====== EXERCISE MATERIAL

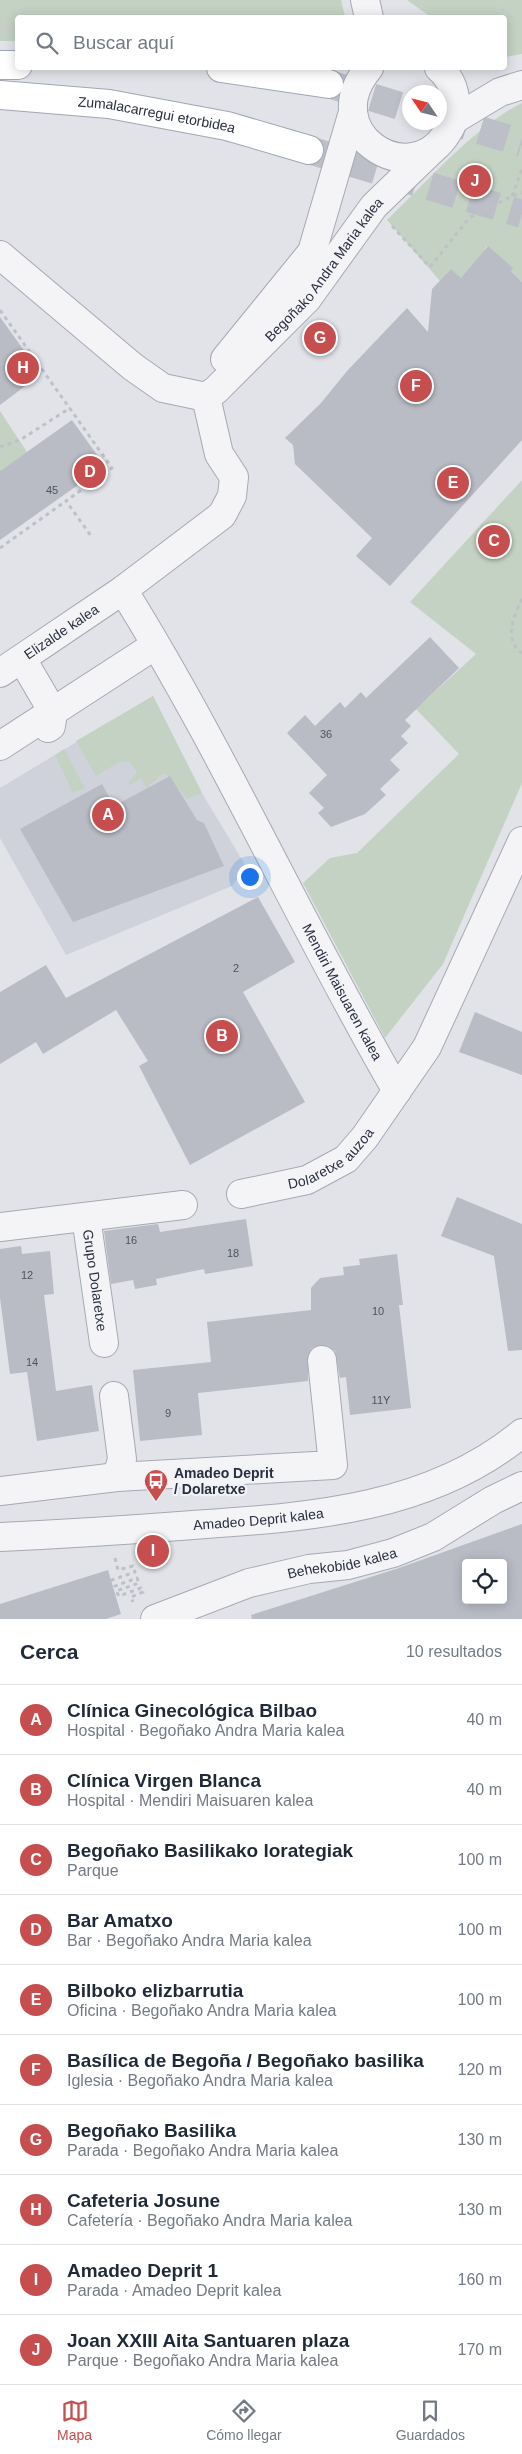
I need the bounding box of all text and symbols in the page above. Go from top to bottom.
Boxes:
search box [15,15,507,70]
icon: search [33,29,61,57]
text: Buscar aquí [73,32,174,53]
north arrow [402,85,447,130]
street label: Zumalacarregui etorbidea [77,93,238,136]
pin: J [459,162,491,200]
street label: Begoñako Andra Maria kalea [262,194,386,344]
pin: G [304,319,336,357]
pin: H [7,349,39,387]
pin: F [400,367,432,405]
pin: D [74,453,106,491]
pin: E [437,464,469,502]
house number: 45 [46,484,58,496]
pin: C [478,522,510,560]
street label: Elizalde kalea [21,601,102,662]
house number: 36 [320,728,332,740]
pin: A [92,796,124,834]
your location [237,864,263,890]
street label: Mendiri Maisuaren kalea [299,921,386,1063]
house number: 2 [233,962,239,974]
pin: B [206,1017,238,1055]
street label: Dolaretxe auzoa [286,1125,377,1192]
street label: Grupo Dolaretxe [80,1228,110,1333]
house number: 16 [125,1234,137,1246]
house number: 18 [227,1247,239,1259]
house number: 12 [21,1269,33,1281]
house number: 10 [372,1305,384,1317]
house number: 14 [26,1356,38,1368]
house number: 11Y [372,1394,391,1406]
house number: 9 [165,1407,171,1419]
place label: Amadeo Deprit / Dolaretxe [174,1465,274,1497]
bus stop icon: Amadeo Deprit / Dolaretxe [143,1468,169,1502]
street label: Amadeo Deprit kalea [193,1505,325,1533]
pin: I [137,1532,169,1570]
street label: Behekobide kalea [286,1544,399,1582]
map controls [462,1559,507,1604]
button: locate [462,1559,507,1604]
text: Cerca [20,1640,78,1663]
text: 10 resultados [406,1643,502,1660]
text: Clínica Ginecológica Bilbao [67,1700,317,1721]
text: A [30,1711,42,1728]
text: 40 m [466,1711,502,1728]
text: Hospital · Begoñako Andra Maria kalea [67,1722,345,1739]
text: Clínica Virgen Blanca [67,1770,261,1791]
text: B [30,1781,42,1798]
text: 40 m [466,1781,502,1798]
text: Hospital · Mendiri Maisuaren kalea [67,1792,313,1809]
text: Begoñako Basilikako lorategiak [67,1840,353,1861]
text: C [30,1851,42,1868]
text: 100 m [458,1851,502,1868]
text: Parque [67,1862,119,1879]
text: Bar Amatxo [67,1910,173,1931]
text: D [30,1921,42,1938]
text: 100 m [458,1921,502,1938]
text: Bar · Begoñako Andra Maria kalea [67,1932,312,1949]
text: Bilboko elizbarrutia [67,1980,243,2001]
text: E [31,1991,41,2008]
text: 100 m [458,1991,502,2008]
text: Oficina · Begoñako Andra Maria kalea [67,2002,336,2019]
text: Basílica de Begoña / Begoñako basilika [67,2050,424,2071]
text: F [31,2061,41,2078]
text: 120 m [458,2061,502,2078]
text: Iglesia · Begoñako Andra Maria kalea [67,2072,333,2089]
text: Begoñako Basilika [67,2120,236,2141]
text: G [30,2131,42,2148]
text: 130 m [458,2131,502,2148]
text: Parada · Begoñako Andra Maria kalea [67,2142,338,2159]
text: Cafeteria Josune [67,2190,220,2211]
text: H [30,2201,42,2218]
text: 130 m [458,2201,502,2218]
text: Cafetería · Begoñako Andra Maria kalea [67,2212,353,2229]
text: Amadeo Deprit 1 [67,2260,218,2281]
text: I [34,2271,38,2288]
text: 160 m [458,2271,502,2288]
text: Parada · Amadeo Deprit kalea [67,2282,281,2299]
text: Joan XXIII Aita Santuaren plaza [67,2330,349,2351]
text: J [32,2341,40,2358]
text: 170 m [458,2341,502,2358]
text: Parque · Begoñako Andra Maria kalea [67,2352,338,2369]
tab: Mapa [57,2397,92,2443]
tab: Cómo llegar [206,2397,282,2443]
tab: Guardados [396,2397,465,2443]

============
====== EXERCISE MATERIAL

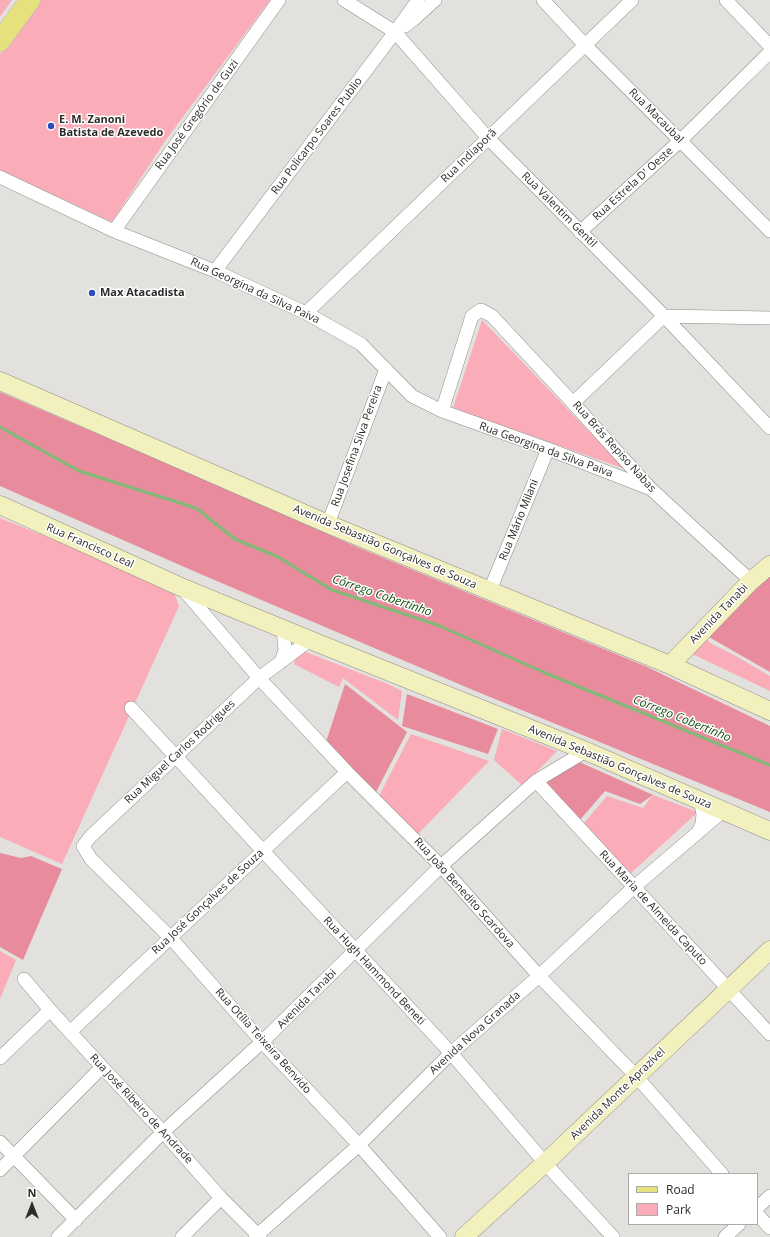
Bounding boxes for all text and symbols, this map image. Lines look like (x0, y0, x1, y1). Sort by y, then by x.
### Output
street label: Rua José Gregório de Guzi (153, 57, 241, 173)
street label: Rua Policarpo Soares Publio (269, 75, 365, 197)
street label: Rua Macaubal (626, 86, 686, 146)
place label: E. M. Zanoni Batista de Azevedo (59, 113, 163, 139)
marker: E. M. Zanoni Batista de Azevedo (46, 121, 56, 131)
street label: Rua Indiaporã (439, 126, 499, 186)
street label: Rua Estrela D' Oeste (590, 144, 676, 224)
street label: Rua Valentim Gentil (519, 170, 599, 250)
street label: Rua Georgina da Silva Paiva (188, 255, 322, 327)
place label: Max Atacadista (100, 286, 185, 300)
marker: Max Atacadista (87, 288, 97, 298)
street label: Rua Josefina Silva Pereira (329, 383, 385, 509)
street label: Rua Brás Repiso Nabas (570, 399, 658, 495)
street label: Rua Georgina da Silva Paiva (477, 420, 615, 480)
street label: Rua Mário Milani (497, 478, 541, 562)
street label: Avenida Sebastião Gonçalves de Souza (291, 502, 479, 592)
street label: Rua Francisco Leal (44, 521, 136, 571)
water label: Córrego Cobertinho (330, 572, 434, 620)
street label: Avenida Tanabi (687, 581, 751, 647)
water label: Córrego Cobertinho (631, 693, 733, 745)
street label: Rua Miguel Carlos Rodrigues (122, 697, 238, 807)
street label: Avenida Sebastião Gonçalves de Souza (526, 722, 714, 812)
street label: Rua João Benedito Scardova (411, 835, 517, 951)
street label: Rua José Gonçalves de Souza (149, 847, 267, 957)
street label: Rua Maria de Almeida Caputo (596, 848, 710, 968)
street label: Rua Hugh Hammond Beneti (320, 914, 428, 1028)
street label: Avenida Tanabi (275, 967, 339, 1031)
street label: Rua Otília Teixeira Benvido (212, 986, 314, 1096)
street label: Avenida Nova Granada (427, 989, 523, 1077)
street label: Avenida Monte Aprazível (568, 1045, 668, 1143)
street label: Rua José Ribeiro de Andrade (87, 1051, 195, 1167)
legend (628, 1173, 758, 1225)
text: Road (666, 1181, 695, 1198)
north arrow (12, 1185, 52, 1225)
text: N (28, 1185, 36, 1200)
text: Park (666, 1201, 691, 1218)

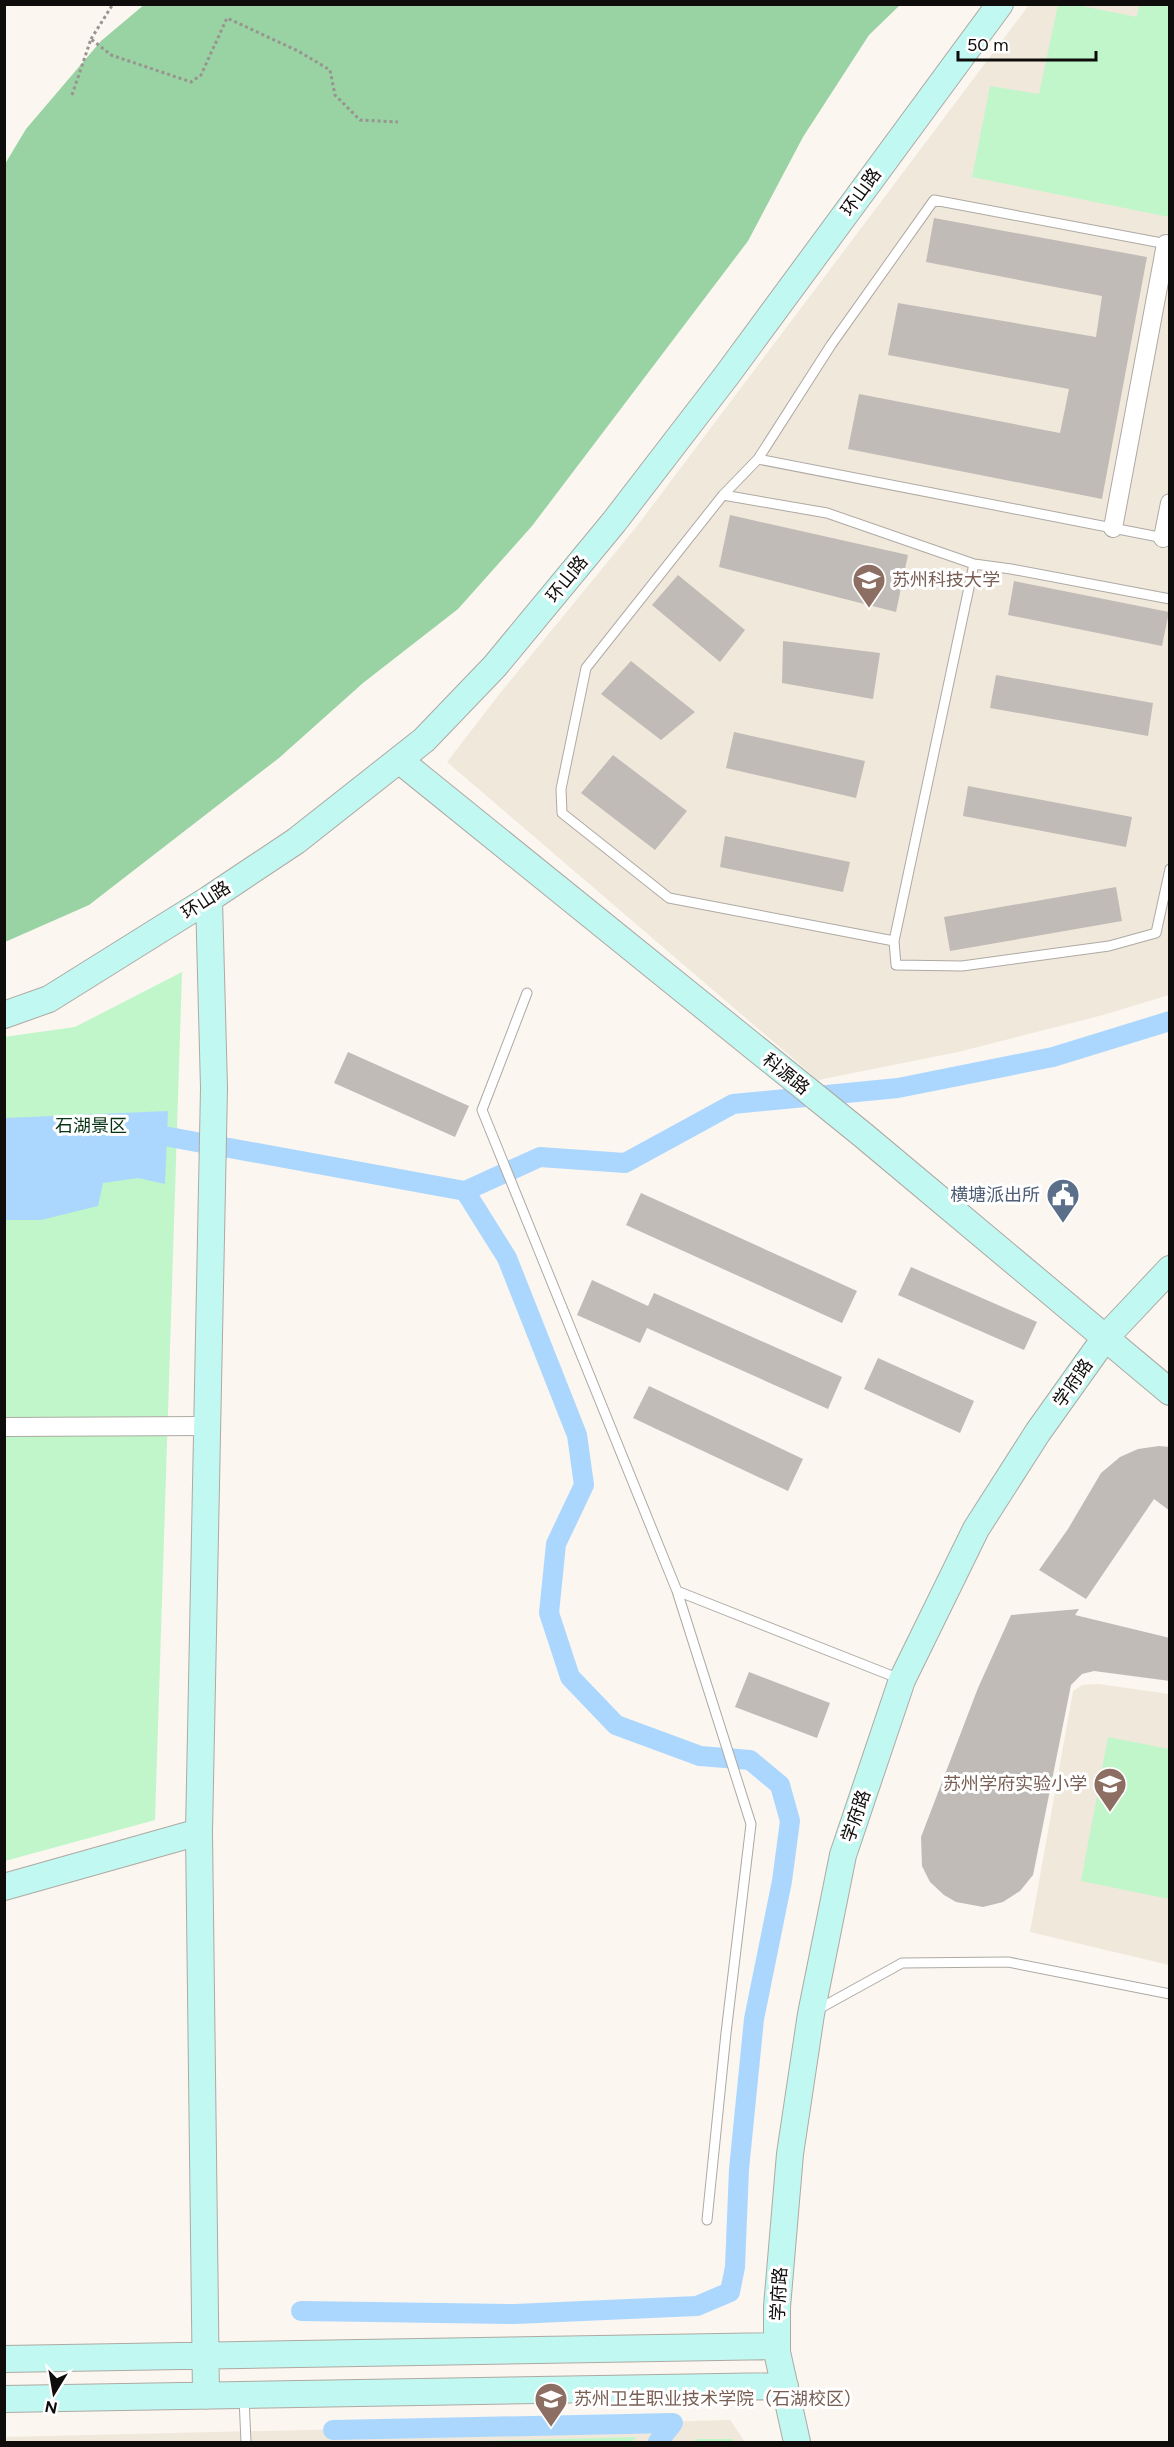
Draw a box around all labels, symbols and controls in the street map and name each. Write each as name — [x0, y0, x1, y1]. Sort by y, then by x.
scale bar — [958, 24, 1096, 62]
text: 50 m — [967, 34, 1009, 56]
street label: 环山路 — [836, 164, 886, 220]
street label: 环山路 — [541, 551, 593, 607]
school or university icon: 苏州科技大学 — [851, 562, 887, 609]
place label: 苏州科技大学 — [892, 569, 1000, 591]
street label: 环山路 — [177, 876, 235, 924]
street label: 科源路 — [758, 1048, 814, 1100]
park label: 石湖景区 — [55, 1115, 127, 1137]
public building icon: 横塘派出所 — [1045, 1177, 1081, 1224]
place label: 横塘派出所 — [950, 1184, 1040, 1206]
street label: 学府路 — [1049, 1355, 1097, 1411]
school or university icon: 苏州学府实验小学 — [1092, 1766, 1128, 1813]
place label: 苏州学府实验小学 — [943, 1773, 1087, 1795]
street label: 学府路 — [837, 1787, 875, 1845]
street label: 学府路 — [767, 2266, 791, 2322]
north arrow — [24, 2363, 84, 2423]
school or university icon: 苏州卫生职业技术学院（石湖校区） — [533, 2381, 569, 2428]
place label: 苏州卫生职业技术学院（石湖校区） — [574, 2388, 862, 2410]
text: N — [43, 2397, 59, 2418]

============

# TASK:
Whenever a line of the data includes the word "Clínica", show that line in full.

# ANSWER SPACE:
text: Clínica Ginecológica Bilbao [67,1700,317,1721]
text: Clínica Virgen Blanca [67,1770,261,1791]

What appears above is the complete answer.